── Task input

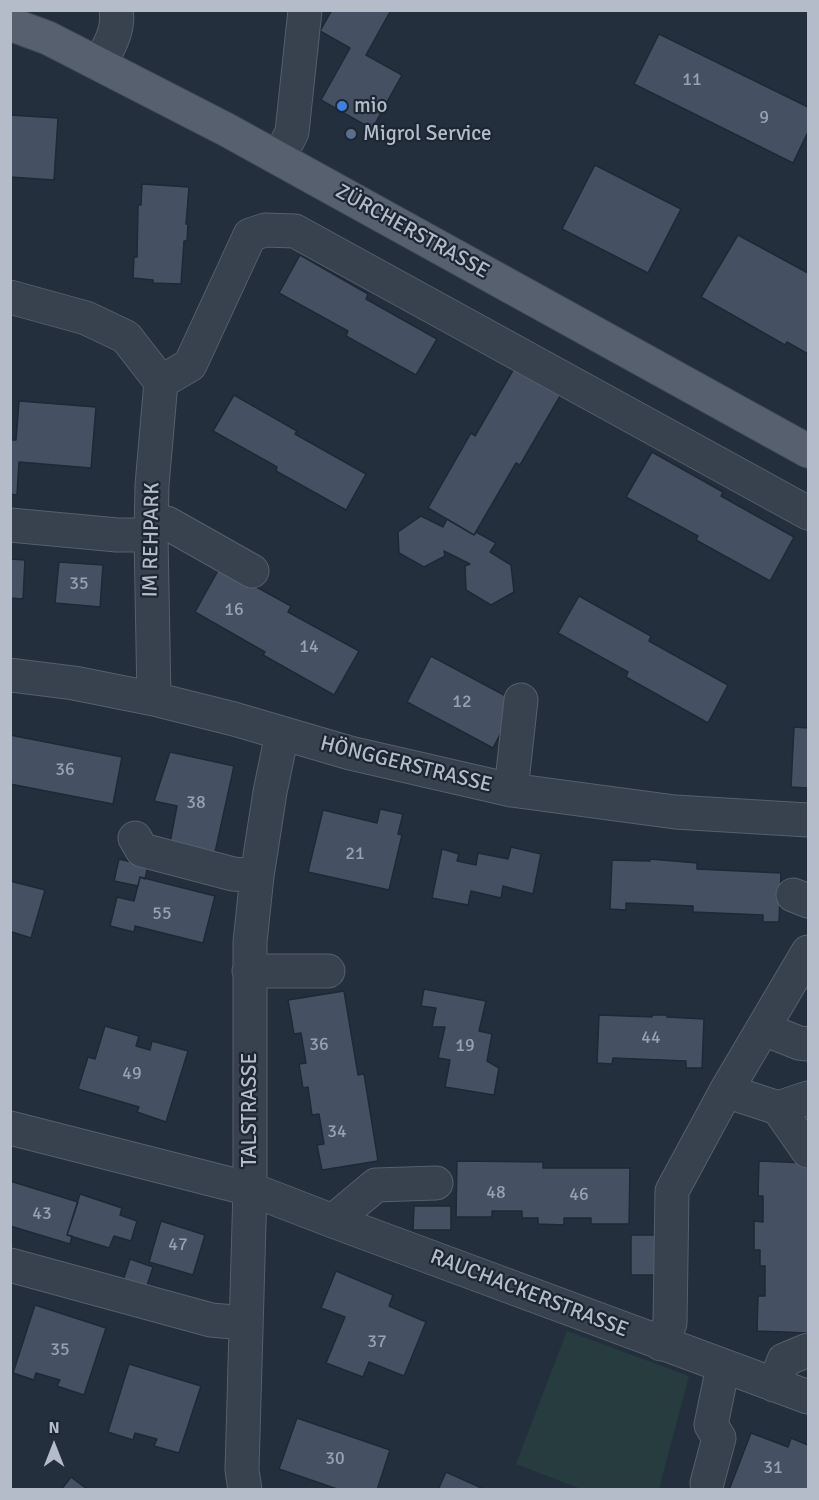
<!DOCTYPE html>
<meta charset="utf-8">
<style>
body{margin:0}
#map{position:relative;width:819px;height:1500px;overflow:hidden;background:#242f3e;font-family:Signika,sans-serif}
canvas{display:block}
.frame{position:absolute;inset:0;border:12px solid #b4bcc9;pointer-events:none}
.north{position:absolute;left:24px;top:1416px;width:60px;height:60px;-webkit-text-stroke:4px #1d2633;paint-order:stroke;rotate:0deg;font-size:16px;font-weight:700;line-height:24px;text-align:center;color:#b4bcc9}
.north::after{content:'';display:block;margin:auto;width:21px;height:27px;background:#b4bcc9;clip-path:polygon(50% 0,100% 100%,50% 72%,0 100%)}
</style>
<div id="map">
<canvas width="819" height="1500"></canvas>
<div class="frame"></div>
<div class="north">N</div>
</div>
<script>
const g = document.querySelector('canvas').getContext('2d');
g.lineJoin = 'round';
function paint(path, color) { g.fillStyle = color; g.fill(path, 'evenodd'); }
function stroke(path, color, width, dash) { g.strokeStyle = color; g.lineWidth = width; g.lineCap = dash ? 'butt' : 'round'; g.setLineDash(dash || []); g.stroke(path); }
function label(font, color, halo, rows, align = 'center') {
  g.font = font + ' Signika,sans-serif'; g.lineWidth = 4.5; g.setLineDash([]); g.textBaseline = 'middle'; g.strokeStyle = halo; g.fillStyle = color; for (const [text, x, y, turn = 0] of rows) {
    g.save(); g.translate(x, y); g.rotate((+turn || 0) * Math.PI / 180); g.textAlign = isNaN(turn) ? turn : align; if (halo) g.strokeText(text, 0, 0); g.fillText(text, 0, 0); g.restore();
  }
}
const green = new Path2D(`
 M 567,1331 L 689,1376 L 659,1489 L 581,1489 L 516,1464 Z`);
const building = new Path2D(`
 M 332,10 L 391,10 L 366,55 L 402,75 L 372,129 L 321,100 L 350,48 L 320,31 Z
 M 659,34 L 808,107 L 808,132 L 793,163 L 634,84 Z
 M 10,115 L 58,118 L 54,180 L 10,177 Z
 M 595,165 L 681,209 L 648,273 L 562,229 Z
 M 142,184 L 189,187 L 186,224 L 188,224 L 187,241 L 184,241 L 181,284 L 153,283 L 153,280 L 133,278 L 134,257 L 137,257 L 138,205 L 141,205 Z
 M 738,235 L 808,273 L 808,354 L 787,342 L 785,345 L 701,297 Z
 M 300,255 L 368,294 L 366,299 L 437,339 L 416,375 L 346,336 L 348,331 L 279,293 Z
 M 516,365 L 563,391 L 520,465 L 516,463 L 474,535 L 428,508 L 471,433 L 475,436 Z
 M 234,395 L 297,431 L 295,434 L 366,474 L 346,510 L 276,471 L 277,467 L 213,431 Z
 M 19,401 L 96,407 L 91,468 L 19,462 L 17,495 L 10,494 L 10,440 L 16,440 Z
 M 652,452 L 723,492 L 721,496 L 794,537 L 770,581 L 696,540 L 698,536 L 626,497 Z
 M 421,516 L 443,527 L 447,519 L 474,535 L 476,532 L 496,543 L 490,552 L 511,565 L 514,592 L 491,605 L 466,590 L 465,566 L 470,564 L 444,551 L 445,556 L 424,567 L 399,553 L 398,532 Z
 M 10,559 L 25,560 L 23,599 L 10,598 Z
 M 59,562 L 103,565 L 100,607 L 55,603 Z
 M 220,567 L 291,606 L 288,612 L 359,651 L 334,695 L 263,655 L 265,652 L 195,612 Z
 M 579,596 L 651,636 L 649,641 L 728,685 L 708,723 L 626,677 L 628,672 L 558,633 Z
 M 431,656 L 517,702 L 493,748 L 407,702 Z
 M 794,727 L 808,728 L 808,788 L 791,787 Z
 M 10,735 L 122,757 L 113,804 L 10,784 Z
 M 170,752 L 234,766 L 214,857 L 169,848 L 177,806 L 154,801 Z
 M 380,809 L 403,814 L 398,834 L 402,835 L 389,890 L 308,872 L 323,810 L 377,823 Z
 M 511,847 L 541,854 L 533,894 L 503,886 L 501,898 L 471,891 L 468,905 L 432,898 L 442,849 L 459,854 L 457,861 L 476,865 L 478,853 L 508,859 Z
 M 119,859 L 148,866 L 145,879 L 140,877 L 138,886 L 114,881 Z
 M 650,859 L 697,863 L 697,869 L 781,873 L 779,922 L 763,922 L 763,915 L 693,912 L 693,906 L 626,903 L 626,910 L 610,909 L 612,860 L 650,861 Z
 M 140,877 L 215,896 L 203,943 L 135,926 L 134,932 L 110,926 L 117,897 L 134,901 Z
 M 10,881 L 45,890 L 31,938 L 12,932 L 10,937 Z
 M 424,989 L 486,1001 L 479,1031 L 492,1034 L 487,1061 L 499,1068 L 494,1095 L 445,1087 L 450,1060 L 438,1058 L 445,1027 L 432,1027 L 436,1008 L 421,1006 Z
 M 344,991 L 358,1075 L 364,1074 L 378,1161 L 322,1170 L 317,1145 L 324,1144 L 319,1114 L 312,1115 L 308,1087 L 303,1088 L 299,1064 L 306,1063 L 301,1033 L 294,1034 L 288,1000 Z
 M 599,1015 L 652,1017 L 652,1015 L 667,1015 L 667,1017 L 704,1019 L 702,1068 L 686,1068 L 686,1061 L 613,1058 L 612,1064 L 597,1063 Z
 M 105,1026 L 139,1036 L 136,1046 L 150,1050 L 152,1041 L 188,1051 L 166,1122 L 137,1112 L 139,1107 L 78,1089 L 88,1057 L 95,1059 Z
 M 457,1161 L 543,1162 L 543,1168 L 630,1168 L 629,1224 L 591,1224 L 591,1218 L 564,1218 L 564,1225 L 538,1224 L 538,1218 L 522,1218 L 522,1211 L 492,1211 L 492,1217 L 456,1217 Z
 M 759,1161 L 808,1163 L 808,1333 L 757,1331 L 758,1296 L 765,1296 L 765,1266 L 760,1266 L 760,1250 L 754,1250 L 754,1221 L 763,1222 L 763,1196 L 758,1196 Z
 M 10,1181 L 78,1202 L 67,1235 L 72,1236 L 70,1244 L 10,1226 Z
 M 80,1194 L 122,1208 L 120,1215 L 137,1221 L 131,1241 L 114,1236 L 109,1248 L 67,1235 Z
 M 414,1206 L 451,1206 L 451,1230 L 413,1230 Z
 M 161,1221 L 205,1235 L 193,1275 L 149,1262 Z
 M 631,1235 L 658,1235 L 657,1275 L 631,1275 Z
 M 130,1259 L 153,1267 L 146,1289 L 123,1281 Z
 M 336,1271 L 393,1295 L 389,1306 L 426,1322 L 404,1376 L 369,1362 L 363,1377 L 326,1363 L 345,1317 L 321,1308 Z
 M 35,1305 L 106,1328 L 84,1395 L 57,1386 L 60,1380 L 36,1373 L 34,1380 L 13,1373 Z
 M 129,1364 L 201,1386 L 179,1453 L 154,1446 L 157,1439 L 135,1433 L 133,1440 L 108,1432 Z
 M 297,1418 L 390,1450 L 377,1490 L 340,1490 L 279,1469 Z
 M 751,1433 L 788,1447 L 791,1438 L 808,1445 L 808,1490 L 729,1490 Z
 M 446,1472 L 486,1490 L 438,1490 Z
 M 71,1477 L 88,1490 L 61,1490 Z`);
const minor = new Path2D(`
 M 100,64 C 108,48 120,29 116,10
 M 279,158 L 292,132 L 305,10
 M 10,297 L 86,318 L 126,337 L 161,382
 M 161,382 L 190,365 L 250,235 L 265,230 L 295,231 L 808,513
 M 151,522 L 167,523 L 252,571
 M 10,525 L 117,535 L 151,535
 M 10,675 L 74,683 L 154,699 L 234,719 L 350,753 L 511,790 L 675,812 L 808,820
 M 154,699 L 151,535 L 152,485 L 161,382
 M 511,790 L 521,700
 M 135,838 L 142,850 L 233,874 L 257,876
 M 793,895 L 808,901
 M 249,971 L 328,971
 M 764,1029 L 799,1043 L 808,1044
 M 726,1091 L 778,1108 L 808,1098
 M 778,1108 L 808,1151
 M 10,1128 L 250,1189 L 333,1221 L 808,1397
 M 333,1221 L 376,1185 L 436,1183
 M 10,1265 L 211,1320 L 245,1323
 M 661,1344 L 670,1323 L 672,1191 L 726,1091 L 808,952
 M 774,1385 L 784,1360 L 808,1350
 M 707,1483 L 719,1438 L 711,1425 L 720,1381 L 726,1368
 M 245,1490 L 242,1470 L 250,1189 L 250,942 L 257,876 L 270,792 L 282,734`);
const major = new Path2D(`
 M 10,24 L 48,38 L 227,130 L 808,451`);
const markers = [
 [342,106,6,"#3f7fe0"],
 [351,134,6,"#5c6f8a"]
];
const numberNames = [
 ["11",692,80],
 ["9",764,118],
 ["35",79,584],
 ["16",234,610],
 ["14",309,647],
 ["12",462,702],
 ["36",65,770],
 ["38",196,803],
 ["21",355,854],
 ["55",162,914],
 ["44",651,1038],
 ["36",319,1045],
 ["19",465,1046],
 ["49",132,1074],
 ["34",337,1132],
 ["48",496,1193],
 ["46",579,1195],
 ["43",42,1214],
 ["47",178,1245],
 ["37",377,1342],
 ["35",60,1350],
 ["30",335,1459],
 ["31",773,1468]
];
const poiNames = [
 ["mio",354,106],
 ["Migrol Service",363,134]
];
const streetNames = [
 ["ZÜRCHERSTRASSE",412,232,29],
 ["IM REHPARK",152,540,-89],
 ["HÖNGGERSTRASSE",406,765,14],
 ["TALSTRASSE",250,1110,-90],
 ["RAUCHACKERSTRASSE",529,1294,21]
];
paint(green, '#263c3f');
paint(building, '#455162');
stroke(building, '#1f2835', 1.5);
stroke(minor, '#565f6c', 35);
stroke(major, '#414a57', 35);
stroke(minor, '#38414e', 33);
stroke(major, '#56606e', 33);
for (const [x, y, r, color] of markers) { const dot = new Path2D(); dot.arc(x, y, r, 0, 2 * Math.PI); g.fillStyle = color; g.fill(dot); stroke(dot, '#1d2633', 2); }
label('18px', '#98a1af', null, numberNames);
label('21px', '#b4bcc9', '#1d2633', poiNames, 'left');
label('21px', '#b4bcc9', '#1d2633', streetNames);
</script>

────

= The problem =
Each line in the listing above that contains "function" should be copied.

= Exercise output =
function paint(path, color) { g.fillStyle = color; g.fill(path, 'evenodd'); }
function stroke(path, color, width, dash) { g.strokeStyle = color; g.lineWidth = width; g.lineCap = dash ? 'butt' : 'round'; g.setLineDash(dash || []); g.stroke(path); }
function label(font, color, halo, rows, align = 'center') {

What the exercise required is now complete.